Evento no RJ debate os 130 anos da Abolição

“Vem pra Roda” tem como objetivo evidenciar as lutas e resistências das comunidades negras no Brasil frente a um processo histórico de injustiças sociais
Foto: Arquivo pessoal/Facebook
Foto: Arquivo pessoal/Facebook

“Vem pra Roda” tem como objetivo evidenciar as lutas e resistências das comunidades negras no Brasil frente a um processo histórico de injustiças sociais

Por Germano Martiniano

O ano de 2018 celebra os 130 anos da Abolição da escravidão no Brasil. Não bastasse a própria data, simbolicamente importante para levantar discussões em torno da inserção social negra, historicamente injusta, há alguns meses, ocorreu o assassinato de Marielle Franco, vereadora pelo PSOL, que intensificou a discussão em torno da população negra.
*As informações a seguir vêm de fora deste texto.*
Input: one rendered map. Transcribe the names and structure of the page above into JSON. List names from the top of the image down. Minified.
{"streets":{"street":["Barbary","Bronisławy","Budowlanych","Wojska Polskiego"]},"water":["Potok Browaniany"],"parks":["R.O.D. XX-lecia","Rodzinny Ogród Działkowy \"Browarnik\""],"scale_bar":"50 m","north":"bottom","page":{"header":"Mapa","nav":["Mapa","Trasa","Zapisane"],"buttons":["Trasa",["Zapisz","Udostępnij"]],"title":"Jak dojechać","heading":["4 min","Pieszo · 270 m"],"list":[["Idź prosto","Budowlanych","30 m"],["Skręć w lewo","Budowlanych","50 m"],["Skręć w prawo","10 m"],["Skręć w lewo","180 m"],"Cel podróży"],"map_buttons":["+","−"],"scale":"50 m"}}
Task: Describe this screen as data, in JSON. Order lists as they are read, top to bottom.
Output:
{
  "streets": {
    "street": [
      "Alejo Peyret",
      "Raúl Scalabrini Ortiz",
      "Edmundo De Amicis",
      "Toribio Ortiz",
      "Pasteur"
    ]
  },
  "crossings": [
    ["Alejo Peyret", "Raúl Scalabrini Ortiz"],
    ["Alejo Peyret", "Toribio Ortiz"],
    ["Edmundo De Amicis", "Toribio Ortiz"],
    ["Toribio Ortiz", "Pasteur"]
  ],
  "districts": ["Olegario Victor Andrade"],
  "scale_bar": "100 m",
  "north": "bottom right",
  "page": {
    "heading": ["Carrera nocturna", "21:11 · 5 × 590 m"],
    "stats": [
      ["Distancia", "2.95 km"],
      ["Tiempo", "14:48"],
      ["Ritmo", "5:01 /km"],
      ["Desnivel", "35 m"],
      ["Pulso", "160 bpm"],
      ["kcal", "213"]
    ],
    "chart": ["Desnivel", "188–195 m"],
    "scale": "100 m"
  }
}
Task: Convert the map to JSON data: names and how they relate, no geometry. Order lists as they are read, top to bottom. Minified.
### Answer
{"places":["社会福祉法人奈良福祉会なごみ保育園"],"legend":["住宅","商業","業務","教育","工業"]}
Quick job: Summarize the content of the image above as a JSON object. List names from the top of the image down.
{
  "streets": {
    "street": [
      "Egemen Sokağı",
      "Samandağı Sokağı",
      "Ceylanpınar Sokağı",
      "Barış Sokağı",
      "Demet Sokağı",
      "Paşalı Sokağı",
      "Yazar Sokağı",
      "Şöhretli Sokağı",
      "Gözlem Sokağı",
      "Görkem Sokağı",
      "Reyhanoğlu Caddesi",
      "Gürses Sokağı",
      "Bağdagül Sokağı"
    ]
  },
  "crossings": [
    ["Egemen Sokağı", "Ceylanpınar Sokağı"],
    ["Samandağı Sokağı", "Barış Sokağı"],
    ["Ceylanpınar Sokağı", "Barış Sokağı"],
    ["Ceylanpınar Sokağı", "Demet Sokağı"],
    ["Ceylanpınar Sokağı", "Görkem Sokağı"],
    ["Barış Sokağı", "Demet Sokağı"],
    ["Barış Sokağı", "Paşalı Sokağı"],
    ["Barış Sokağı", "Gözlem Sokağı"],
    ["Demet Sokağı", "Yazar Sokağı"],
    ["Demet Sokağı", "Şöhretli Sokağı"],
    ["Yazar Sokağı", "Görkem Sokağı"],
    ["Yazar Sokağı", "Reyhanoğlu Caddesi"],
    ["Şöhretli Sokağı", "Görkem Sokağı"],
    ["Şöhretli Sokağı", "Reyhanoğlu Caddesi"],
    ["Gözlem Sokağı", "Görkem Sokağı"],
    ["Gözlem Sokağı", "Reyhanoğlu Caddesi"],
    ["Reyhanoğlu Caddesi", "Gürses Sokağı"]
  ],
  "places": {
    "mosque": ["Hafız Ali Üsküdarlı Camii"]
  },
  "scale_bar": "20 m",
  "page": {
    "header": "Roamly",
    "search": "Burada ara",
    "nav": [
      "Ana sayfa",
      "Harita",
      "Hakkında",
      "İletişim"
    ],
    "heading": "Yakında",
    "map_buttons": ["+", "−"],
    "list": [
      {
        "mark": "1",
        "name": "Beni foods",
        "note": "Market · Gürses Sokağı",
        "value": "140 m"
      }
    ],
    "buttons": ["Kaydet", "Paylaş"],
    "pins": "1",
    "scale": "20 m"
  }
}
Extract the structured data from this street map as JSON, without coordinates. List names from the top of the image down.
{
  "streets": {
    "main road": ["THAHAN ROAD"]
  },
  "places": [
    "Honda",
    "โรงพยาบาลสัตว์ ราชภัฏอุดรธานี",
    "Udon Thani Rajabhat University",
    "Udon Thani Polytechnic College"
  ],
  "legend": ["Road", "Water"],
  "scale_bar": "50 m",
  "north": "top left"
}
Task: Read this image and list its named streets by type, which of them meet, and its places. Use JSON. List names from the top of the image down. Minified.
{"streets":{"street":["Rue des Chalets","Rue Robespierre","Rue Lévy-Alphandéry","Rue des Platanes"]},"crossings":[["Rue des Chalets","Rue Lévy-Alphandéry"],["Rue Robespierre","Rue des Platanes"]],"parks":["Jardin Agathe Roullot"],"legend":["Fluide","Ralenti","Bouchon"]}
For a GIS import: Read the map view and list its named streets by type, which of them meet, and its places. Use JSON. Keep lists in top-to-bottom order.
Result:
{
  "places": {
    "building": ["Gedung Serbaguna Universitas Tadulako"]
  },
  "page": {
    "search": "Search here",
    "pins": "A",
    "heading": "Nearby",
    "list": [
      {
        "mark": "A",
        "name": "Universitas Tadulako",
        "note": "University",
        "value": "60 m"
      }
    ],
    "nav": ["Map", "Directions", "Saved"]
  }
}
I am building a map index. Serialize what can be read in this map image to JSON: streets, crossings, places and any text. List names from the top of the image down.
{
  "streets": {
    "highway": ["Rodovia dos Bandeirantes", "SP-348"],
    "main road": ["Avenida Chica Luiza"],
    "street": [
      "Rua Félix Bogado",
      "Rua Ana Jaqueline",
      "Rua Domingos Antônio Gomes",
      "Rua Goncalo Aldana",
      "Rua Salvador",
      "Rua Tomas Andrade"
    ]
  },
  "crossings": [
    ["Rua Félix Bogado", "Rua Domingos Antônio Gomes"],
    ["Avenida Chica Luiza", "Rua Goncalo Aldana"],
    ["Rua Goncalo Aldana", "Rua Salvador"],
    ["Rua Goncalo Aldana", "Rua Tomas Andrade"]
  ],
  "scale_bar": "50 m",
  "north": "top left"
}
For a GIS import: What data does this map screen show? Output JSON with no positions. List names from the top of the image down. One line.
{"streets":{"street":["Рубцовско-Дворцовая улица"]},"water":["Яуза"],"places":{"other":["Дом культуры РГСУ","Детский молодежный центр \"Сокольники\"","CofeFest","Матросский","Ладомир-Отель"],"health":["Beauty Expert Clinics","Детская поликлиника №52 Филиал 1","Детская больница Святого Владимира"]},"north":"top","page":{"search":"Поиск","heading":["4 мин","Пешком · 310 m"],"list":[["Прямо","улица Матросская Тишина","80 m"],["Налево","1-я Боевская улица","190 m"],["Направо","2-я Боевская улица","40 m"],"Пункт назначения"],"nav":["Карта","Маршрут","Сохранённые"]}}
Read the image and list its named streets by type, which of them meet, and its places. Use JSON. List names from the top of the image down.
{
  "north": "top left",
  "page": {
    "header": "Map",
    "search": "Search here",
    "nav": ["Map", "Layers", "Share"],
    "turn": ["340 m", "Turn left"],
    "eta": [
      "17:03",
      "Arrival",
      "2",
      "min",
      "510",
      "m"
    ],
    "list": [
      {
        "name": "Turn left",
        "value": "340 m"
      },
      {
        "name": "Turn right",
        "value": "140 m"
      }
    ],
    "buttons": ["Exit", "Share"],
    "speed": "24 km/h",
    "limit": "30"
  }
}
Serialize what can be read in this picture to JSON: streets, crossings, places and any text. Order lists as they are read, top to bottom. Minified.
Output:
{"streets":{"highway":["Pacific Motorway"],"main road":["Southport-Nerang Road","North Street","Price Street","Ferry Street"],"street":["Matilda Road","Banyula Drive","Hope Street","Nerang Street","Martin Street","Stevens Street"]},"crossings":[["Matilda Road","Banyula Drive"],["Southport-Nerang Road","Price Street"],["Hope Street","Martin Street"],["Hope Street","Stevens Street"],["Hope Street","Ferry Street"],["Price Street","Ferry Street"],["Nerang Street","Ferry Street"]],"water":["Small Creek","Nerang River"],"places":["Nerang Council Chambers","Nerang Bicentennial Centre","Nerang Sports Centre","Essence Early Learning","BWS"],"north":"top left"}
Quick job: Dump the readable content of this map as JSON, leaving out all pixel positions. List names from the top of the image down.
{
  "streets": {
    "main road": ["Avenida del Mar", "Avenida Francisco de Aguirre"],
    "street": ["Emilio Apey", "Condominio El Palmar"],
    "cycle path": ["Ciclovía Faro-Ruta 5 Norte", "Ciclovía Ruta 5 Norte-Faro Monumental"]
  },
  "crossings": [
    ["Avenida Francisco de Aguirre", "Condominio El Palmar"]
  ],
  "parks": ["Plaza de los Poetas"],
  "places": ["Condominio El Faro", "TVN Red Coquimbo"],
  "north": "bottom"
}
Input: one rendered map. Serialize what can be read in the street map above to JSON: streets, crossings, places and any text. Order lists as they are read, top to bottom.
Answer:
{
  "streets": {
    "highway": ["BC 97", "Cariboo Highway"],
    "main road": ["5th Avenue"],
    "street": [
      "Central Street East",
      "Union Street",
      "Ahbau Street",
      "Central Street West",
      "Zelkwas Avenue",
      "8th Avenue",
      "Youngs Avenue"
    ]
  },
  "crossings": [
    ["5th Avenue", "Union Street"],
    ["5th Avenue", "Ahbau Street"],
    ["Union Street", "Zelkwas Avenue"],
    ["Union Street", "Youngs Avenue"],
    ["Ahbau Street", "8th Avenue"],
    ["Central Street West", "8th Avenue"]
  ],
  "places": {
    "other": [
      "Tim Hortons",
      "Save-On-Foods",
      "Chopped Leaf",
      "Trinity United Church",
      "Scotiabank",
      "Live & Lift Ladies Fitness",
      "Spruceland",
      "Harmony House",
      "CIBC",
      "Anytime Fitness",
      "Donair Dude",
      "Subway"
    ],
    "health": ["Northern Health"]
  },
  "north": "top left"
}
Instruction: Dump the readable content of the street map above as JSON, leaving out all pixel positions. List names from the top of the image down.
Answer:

Frente a esse contexto, é que o professor babalawô Ivanir dos Santos, doutorando em História Comparada pela UFRJ, liderou a realização do “Vem pra Roda”: 130 anos da Abolição: Memórias e Legados das resistências das comunidades negras. O evento ocorrerá na cidade do Rio de Janeiro, na terça-feira (22/05), às 18h, no Clube Municipal localizado na Rua Haddock 359, Tijuca.

“Do ponto de vista social, o assassinato da vereadora representa um dos inúmeros casos de tentativas de “extermínio” da população negra, que se dá por meio das tentativas de homicídios ou por ação política da eugenia social”, disse Ivanir Santos. Bacharel em Pedagogia e Supervisão Escolar pela Faculdade Integrada Anglo-Americana, Ivanir também afirma que desde o final da década de 80 o movimento negro brasileiro tem lutado pelo fim da invisibilidade da resistência negra contra o racismo. “Por essa razão, pesamos em construir um evento que pudesse não apenas fomentar debates e diálogos sobre a falsa ideia da abolição, mas também que evidencie as lutas e resistências das comunidades negras no Brasil” completou Ivanir.

O babalowô Ivanir, guia espiritual candomblé, que também será candidato a vereador pelo PPS do Rio de Janeiro este ano, concedeu entrevista a FAP, na qual, além de abordar aspectos do evento, também respondeu sobre temas como a questão das minorias sociais, esquerda, espiritualidade nas universidade e outros. Confira, a seguir, alguns trechos da entrevista.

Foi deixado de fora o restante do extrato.